When you are working with data of variable length, you may want to size the buffer such that it can accommodate the maximum size and you may find yourself in situations where you do not want to fill the entire buffer. Despite the scary warning, such designs seem to synthesize just fine.

Not accessing all elements in an input or output array can yield correct implementations.

Similar to the last warning, Vivado HLS 2017.1 may also throw the following warning at you if you use input or output arrays of a function that are implemented with a streaming interface such as ap_fifo or ap_hs:

WARNING: [XFORM 203-124] Array  '<array>' (<file>): may have improper streaming access(es), possible reasons: (1) some entries are accessed more than once; (2) some entries are not used; (3) the entries are not accessed in sequential order.

Leaving a number of elements at the end of the array alone synthesizes fine in my experience despite violating reason (2). In that case, I would suggest using an hls::stream object instead however.

Not accessing all elements in an input or output FIFO can result in decreased performance.

Consider the following code:

void Function1(hls::stream<int> & Input, hls::stream<int> & Output)
{
  static int Count = 0;
  if (Count == 3)
    for (int i = 0; i < 256; i++)
    {
#pragma HLS pipeline
      Output.write(Input.read());
    }
  else
    for (int i = 0; i < 16; i++)
    {
#pragma HLS pipeline
      Output.write(Input.read());
    }
  Count = (Count + 1) % 4;
}
void Function2(hls::stream<int> & Input, hls::stream<int> & Output)
{
  static int Count = 0;
  if (Count == 0)
    for (int i = 0; i < 256; i++)
    {
#pragma HLS pipeline
      Output.write(Input.read());
    }
  else
    for (int i = 0; i < 16; i++)
    {
#pragma HLS pipeline
      Output.write(Input.read());
    }
  Count = (Count + 1) % 4;
}
void Test(hls::stream<int> & Input, hls::stream<int> & Output)
{
  static hls::stream<int> Temp;
#pragma HLS STREAM variable=Temp depth=1024
#pragma HLS DATAFLOW
  Function1(Input, Temp);
  Function2(Temp, Output);
}

We call the top-level function Test many times.
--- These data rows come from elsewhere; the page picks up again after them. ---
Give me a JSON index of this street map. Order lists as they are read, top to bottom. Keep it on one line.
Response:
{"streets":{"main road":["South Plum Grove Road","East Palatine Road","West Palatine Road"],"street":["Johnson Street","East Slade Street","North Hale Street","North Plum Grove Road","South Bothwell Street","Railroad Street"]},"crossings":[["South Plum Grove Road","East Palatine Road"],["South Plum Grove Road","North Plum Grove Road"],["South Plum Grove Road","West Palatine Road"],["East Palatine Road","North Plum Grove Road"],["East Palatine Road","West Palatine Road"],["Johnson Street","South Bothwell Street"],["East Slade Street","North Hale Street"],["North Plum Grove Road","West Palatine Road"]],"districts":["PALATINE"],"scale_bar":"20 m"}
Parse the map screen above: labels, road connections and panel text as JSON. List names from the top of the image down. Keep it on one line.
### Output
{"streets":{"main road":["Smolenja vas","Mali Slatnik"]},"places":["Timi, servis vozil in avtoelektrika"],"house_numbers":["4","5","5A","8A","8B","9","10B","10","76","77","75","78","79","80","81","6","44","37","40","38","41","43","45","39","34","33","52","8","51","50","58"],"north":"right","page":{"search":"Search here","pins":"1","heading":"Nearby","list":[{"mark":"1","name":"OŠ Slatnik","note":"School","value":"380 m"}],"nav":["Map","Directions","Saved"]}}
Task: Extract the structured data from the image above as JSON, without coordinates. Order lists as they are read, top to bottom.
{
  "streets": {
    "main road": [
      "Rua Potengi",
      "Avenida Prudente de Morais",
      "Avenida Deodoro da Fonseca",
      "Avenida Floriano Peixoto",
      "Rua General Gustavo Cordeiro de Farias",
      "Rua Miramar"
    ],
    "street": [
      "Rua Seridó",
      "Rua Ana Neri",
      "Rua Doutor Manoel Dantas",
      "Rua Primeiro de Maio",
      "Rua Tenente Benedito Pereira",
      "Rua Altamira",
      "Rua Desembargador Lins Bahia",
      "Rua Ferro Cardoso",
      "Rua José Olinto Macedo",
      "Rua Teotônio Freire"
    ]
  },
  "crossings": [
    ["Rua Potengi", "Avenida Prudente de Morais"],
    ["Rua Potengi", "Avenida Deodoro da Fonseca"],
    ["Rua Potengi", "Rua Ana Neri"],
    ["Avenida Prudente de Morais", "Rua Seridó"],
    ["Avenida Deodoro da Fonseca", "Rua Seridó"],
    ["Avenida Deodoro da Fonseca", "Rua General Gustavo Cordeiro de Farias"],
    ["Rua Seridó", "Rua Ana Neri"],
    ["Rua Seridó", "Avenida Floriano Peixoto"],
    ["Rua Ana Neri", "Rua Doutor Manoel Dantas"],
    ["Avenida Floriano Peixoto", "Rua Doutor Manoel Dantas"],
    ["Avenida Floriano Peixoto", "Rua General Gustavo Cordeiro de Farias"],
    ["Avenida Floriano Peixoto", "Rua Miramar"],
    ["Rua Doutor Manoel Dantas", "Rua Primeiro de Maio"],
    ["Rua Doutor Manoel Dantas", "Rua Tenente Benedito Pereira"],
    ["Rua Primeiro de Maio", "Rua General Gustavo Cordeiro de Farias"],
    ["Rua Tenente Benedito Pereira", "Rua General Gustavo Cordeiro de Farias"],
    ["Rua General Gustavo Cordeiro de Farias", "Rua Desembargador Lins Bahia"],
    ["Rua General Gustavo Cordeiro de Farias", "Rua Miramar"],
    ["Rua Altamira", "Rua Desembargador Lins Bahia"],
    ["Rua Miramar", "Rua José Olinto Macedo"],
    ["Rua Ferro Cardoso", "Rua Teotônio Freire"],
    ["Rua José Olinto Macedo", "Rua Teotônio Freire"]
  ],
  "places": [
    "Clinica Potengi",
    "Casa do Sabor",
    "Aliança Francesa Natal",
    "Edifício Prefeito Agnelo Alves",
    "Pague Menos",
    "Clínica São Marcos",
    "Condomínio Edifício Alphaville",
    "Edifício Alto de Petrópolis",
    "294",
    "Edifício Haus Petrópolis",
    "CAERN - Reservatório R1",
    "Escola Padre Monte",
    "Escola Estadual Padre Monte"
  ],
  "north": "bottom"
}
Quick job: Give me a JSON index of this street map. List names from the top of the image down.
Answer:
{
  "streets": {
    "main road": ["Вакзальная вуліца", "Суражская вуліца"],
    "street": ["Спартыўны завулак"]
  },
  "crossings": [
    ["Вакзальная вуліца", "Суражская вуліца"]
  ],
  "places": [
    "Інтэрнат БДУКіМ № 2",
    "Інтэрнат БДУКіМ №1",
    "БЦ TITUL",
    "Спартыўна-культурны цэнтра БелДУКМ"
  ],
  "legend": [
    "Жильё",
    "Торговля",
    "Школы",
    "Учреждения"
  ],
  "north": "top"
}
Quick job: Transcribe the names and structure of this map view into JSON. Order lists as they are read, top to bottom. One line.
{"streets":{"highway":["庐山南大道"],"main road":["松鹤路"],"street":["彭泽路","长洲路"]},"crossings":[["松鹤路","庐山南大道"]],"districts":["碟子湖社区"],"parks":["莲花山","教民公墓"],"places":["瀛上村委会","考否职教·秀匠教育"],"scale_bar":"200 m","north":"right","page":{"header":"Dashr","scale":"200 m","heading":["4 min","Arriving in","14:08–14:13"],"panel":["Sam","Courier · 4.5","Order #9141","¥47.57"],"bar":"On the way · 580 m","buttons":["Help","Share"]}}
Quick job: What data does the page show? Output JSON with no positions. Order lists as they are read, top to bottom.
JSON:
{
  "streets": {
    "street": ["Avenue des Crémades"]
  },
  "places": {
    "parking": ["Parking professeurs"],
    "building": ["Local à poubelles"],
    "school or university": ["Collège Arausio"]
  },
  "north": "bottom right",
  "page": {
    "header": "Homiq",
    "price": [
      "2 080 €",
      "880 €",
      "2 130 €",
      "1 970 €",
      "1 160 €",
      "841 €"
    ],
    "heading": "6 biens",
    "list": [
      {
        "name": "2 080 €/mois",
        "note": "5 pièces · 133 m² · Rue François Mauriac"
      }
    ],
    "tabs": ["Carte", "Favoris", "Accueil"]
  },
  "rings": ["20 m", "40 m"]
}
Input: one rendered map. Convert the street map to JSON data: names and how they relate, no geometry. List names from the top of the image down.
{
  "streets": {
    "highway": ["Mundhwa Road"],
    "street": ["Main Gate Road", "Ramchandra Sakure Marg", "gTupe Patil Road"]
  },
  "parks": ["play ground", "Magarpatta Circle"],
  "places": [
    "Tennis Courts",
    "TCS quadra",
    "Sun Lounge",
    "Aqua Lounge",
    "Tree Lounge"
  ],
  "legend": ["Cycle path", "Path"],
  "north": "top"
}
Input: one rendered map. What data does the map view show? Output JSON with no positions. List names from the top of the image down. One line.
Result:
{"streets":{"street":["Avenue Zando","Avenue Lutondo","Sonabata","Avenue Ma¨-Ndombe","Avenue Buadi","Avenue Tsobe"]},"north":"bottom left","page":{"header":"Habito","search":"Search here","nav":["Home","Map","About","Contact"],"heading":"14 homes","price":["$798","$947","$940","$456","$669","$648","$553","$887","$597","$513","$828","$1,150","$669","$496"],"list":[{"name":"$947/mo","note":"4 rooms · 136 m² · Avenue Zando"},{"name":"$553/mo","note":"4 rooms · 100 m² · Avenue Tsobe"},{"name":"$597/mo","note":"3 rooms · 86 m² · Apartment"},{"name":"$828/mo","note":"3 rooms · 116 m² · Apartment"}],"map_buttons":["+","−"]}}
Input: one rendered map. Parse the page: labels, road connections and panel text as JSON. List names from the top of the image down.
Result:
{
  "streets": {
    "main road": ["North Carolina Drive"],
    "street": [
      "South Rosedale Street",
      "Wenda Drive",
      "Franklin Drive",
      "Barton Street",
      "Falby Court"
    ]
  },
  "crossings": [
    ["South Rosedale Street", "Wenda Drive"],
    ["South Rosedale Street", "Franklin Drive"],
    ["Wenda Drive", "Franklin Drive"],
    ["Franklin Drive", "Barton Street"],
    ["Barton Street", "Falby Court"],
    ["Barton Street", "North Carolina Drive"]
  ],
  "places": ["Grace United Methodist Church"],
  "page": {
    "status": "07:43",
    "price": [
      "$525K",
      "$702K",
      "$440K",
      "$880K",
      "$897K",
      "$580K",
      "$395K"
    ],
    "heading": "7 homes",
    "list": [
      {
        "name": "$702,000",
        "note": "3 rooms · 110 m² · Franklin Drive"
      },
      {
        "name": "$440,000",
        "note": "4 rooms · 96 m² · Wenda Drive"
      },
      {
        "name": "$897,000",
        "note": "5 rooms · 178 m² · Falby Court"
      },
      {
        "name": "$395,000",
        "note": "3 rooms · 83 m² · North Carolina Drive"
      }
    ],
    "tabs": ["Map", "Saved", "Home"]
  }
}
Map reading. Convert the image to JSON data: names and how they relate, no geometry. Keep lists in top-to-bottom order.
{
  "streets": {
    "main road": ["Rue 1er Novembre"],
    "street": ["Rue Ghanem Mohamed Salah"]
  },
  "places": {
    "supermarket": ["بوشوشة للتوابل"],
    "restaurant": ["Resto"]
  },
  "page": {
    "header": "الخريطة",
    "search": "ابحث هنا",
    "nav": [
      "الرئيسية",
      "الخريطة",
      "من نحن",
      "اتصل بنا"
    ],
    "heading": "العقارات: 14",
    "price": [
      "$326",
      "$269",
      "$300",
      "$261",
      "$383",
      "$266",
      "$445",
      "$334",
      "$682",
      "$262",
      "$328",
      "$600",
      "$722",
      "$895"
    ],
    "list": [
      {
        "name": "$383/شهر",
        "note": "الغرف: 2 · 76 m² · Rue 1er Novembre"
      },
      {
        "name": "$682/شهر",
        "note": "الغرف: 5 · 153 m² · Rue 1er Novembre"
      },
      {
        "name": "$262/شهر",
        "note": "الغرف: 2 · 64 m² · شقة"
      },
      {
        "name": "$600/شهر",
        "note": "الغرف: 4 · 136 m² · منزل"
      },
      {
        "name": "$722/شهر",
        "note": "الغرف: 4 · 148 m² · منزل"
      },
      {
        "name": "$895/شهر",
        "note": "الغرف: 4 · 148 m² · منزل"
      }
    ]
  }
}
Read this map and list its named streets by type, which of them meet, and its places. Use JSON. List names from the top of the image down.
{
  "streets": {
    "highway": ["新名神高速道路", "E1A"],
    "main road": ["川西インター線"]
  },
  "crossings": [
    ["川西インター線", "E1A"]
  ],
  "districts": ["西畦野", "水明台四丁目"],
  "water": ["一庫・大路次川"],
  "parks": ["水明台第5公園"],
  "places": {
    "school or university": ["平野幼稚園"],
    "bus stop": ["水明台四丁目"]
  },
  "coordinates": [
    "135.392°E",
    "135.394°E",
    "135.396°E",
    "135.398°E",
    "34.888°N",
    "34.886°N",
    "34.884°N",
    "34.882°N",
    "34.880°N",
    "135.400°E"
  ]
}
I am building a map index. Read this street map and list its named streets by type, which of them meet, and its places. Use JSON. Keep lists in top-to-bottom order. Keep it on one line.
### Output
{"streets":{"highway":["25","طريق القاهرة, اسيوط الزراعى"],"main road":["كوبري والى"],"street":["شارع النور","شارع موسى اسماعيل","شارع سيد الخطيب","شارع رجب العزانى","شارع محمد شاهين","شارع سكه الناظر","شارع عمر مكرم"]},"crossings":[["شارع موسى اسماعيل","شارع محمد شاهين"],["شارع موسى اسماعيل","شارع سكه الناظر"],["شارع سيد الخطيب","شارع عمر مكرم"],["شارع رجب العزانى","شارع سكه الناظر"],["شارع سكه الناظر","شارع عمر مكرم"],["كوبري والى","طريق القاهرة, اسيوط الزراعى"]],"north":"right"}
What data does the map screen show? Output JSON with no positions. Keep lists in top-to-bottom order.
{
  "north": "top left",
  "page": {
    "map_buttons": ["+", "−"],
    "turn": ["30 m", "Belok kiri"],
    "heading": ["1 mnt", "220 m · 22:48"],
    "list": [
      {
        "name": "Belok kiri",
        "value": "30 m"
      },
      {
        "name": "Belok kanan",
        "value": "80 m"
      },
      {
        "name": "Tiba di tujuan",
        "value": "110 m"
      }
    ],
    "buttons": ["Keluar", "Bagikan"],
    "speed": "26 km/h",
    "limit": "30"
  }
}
The first 3 invocations put data in the Temp FIFO, but nothing is consumed by Function2. The data remains in the FIFO between invocations in a software implementation because we declared the FIFO as static. In the fourth iteration, Function2 is supposed to 1024 elements, which equals all data received so far. In software simulation, this approach works fine.

In hardware, this implementation does not achieve maximum performance because there is a hidden FIFO (called something like start_for_Function2_U) between Function1 and Function2 that is too small. The FIFO stores tokens to start Function2. We need execution of Function1 and Function2 to overlap for optimal performance. Function1 should execute 4 times while Function2 executes once. Each execution of Function1 queues a token in the hidden FIFO, so 4 tokens will be queued while Function2 executes. That requires a FIFO capacity of 4 as no tokens are consumed after Function2 has started until it completes. Unfortunately, the hidden FIFO always has a fixed size of 2.

So to conclude, do not attempt to keep data in a FIFO between different invocations of the top-level function.

Integrate array initialization of arrays into existing loops.

In a certain design, I had a pipelined loop that operated on a fully partitioned line buffer. The initialization of the line buffer was performed in a separate loop before the main loop. The initialization loop was unrolled. My design did not meet the clock constraint, so I investigated the situation. I found out that many copies of each register existed, and that many φ-multiplexers were inserted in the update paths of the line buffer. I believe that φ-multiplexers are inserted to select between different copies of the variables associated with different basic blocks in the intermediate representation. To reduce the number of φ-multiplexers and register copies, I removed the initialization loop, and I performed the initialization on-the-fly in the main loop using conditional expressions. This resulted in considerably less resource consumption (3876 LUTs vs 22956 LUTs before the change), and a shorter critical path estimate (5.23 ns vs 6.74 ns). The latency in clock cycles reduced as well. Note that the Vivado HLS user guides also recommend this practice.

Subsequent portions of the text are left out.